[[ Extracted entries open ]]

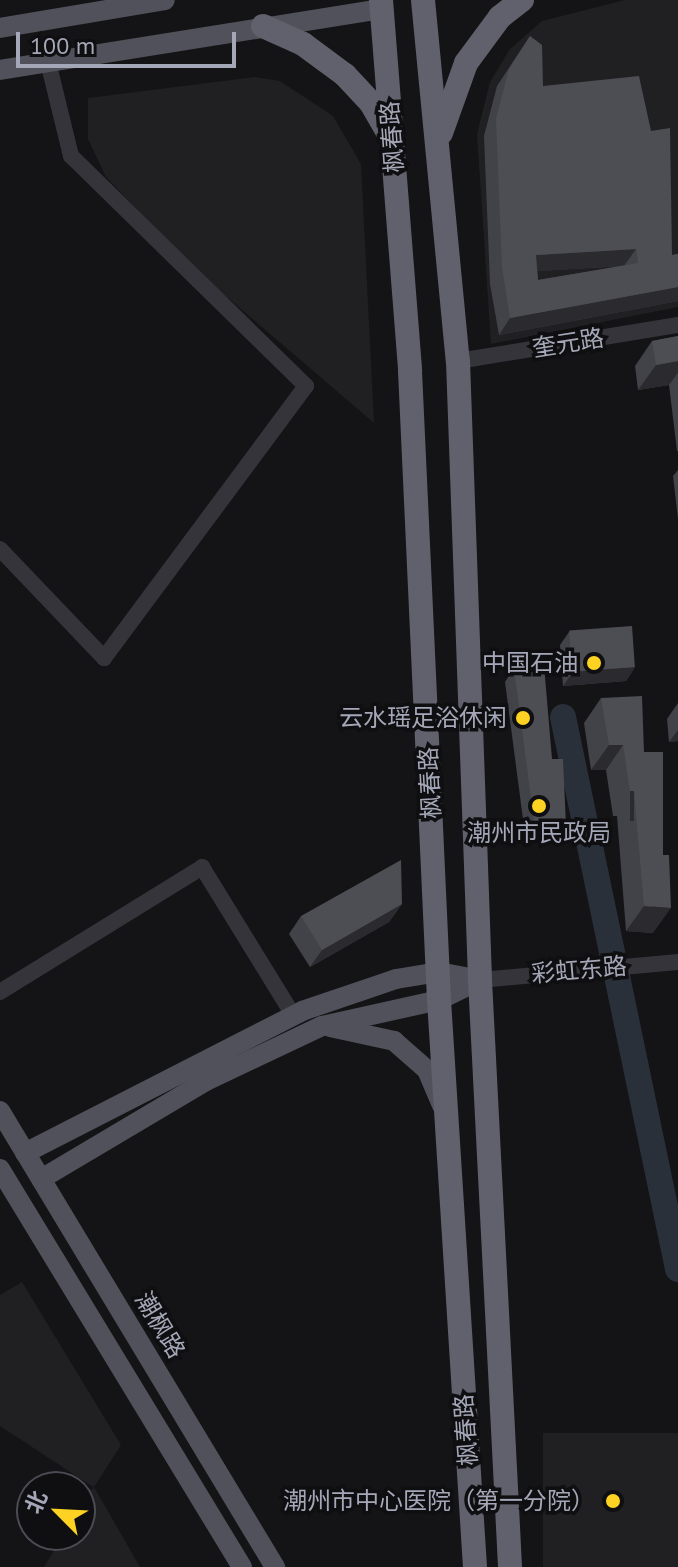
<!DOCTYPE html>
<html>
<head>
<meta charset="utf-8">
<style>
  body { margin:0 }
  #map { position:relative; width:678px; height:1567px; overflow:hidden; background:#141315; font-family:"PT Sans","Noto Sans SC",sans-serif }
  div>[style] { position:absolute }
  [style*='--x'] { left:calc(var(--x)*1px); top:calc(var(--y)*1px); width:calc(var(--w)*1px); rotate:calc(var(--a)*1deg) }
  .built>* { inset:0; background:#201f22; transform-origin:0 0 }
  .river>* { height:26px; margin:-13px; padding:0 13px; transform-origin:13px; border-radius:13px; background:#29303a }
  .minor>* { height:16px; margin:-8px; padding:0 8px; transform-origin:8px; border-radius:8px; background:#34343a }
  .major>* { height:20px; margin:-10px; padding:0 10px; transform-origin:10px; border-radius:10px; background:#50515a }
  .highway>* { height:24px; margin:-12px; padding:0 12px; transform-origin:12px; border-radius:12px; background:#60616c }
  .wall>* { inset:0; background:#424348 }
  .shaded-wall>* { inset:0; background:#2b2b2f; transform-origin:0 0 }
  .building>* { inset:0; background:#4d4d54; transform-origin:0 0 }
  .dots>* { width:22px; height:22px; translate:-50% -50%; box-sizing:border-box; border:4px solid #0f0e10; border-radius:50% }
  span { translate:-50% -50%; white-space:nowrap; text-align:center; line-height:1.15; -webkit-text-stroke:7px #0f0e10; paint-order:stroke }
  .street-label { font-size:24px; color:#a4a7b7 }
  .poi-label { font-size:24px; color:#a4a7b7 }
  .right { translate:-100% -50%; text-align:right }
  .north { position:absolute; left:16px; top:1471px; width:80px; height:80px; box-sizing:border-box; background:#0f0e10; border:2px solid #4b4b53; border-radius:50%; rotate:294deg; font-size:22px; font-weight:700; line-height:32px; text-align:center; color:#a4a7b7 }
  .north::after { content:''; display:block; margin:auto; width:28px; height:36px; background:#fdd223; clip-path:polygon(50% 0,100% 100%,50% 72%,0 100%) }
  .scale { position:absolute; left:16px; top:32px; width:220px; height:36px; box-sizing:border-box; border:4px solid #a4a7b7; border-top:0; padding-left:10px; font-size:24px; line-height:28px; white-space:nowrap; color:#a4a7b7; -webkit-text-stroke:6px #0f0e10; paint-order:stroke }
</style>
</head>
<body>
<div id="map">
  <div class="built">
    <i style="clip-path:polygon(625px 0,678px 0,678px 307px,491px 344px,477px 134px,490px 82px,510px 49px,542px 21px)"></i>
    <i style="clip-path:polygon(255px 77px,280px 81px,333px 116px,361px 164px,374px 423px,194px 269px,106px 177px,88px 139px,88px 98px)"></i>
    <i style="clip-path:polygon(22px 1282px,121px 1445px,94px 1487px,140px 1567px,44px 1567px,64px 1535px,80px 1535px,80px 1509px,93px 1487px,0 1426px,0 1295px)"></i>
    <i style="left:543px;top:1433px;width:135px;height:134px"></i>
  </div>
  <div class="river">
    <i style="--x:563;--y:717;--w:564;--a:78.23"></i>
  </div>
  <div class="minor">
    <i style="--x:458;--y:361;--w:223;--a:-9.3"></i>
    <i style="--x:0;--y:549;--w:151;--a:46.3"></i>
    <i style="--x:104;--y:658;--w:339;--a:-53.4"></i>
    <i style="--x:306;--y:386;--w:329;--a:-135.6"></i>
    <i style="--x:71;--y:156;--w:97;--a:-103.7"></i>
    <i style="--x:480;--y:980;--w:199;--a:-5.2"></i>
    <i style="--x:0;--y:992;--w:238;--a:-31.7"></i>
    <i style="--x:202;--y:867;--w:174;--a:58.4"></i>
  </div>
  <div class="major">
    <i style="--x:0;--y:28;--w:167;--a:-9.6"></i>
    <i style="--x:0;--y:70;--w:387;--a:-9.1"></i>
    <i style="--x:330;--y:1027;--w:66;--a:12.3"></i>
    <i style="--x:394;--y:1041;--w:44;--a:41.3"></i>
    <i style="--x:427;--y:1070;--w:39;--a:67"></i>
    <i style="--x:0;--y:1111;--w:533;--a:58.91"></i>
    <i style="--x:25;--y:1153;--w:311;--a:-27.1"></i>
    <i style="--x:302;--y:1011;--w:99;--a:-18.8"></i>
    <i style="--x:396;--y:979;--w:44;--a:-9.2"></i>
    <i style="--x:439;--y:972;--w:42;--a:11"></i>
    <i style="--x:0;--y:1169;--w:466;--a:58.7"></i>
    <i style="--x:41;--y:1179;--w:192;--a:-30.7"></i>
    <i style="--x:206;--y:1081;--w:128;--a:-25.4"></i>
    <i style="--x:322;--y:1026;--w:120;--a:-12.5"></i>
    <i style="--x:439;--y:1000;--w:46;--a:-26"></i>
  </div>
  <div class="highway">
    <i style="--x:381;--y:0;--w:372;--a:85.5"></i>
    <i style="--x:410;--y:371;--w:630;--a:87.36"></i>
    <i style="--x:439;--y:1000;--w:568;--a:86.37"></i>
    <i style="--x:423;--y:0;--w:363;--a:84.5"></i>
    <i style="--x:458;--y:361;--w:619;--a:87.96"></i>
    <i style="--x:480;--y:980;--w:588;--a:87.07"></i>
    <i style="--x:263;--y:26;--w:44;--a:24.2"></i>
    <i style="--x:303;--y:44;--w:52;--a:36.4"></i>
    <i style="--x:345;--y:75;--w:38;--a:47"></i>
    <i style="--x:371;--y:103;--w:36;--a:60"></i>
    <i style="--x:441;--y:133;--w:74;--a:-70.3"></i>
    <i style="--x:466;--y:63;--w:57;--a:-53.5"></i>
    <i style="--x:500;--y:17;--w:28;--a:-38"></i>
  </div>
  <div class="wall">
    <i style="clip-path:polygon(evenodd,530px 36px,543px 86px,672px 255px,678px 254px,678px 301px,499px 335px,490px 284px,484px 136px,497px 86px,530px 36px,623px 266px,538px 280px,537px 271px,623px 266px)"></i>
    <i style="clip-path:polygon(678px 336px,678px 451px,677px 451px,669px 385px,638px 390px,635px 366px,652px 341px)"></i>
    <i style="clip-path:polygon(678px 470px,678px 519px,673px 476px)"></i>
    <i style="clip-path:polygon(569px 632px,635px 667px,626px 681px,563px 686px,560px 645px)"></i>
    <i style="clip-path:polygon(514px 668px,552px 759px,566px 825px,557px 839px,526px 842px,505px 682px)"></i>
    <i style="clip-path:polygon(601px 698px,644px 752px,653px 933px,626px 931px,617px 816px,613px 816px,606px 770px,591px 770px,584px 723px)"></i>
    <i style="clip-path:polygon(678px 703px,678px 741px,669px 742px,667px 719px)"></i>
    <i style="clip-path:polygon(402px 904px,389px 922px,310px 967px,289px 934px,301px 916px)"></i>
  </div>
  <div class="shaded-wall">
    <i style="clip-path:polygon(636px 249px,624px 266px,524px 272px,536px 255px)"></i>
    <i style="clip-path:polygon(678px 287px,678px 301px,499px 335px,510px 318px)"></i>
    <i style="clip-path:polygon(678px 361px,678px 373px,669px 385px,638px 390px,656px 365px)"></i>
    <i style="clip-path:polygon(635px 667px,626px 681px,563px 686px,573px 672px)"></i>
    <i style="clip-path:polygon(678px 730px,678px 741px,669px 742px)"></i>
    <i style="clip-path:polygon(609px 745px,623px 745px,606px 770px,591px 770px)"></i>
    <i style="left:630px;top:791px;width:4px;height:30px"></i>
    <i style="clip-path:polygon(566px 825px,557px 839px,526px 842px,535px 829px)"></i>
    <i style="clip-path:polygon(402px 904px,389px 922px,310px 967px,322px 950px)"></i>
    <i style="clip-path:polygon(644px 906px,671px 908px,653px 933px,626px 931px)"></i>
  </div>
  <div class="building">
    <i style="clip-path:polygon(evenodd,530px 36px,542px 45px,543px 86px,639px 76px,651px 131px,670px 128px,672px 255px,678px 254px,678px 287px,510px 318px,502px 267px,496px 119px,509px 69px,530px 36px,636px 249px,638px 263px,538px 280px,536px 255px,636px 249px)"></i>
    <i style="clip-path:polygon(678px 336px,678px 361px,656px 365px,652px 341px)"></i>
    <i style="left:632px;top:626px;width:41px;height:63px;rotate:86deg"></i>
    <i style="clip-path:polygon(544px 665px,552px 759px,563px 759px,566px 825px,535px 829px,514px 668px)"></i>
    <i style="clip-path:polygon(642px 696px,644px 752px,663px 752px,663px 855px,669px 855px,671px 908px,644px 906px,634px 791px,630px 791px,623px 745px,609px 745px,601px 698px)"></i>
    <i style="clip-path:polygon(401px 860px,402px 904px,322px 950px,301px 916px)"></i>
  </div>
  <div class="dots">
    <i style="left:594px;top:663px;background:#fdd223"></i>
    <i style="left:523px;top:718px;background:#fdd223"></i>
    <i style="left:539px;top:806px;background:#fdd223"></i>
    <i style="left:613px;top:1501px;background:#fdd223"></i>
  </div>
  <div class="street-label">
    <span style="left:392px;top:137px;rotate:-94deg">枫春路</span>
    <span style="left:568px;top:343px;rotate:-9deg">奎元路</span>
    <span style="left:430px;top:783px;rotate:-93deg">枫春路</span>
    <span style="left:579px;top:970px;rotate:-5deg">彩虹东路</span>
    <span style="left:160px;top:1325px;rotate:59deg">潮枫路</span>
    <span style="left:466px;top:1430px;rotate:-94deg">枫春路</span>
  </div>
  <div class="poi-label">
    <span class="right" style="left:578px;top:663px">中国石油</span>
    <span class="right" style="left:507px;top:718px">云水瑶足浴休闲</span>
    <span style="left:539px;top:833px">潮州市民政局</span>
    <span class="right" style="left:595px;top:1501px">潮州市中心医院（第一分院）</span>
  </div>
  <div class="north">北</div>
  <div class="scale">100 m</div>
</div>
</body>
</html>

[[ Extracted entries closed ]]

■ Exercise ■
Would you please output only the lines from the start of the material above up to and including the line with "inset:0; background:#201f22; transform-origin:0", exactly as they appear and without pictures?

■ Written answer ■
<!DOCTYPE html>
<html>
<head>
<meta charset="utf-8">
<style>
  body { margin:0 }
  #map { position:relative; width:678px; height:1567px; overflow:hidden; background:#141315; font-family:"PT Sans","Noto Sans SC",sans-serif }
  div>[style] { position:absolute }
  [style*='--x'] { left:calc(var(--x)*1px); top:calc(var(--y)*1px); width:calc(var(--w)*1px); rotate:calc(var(--a)*1deg) }
  .built>* { inset:0; background:#201f22; transform-origin:0 0 }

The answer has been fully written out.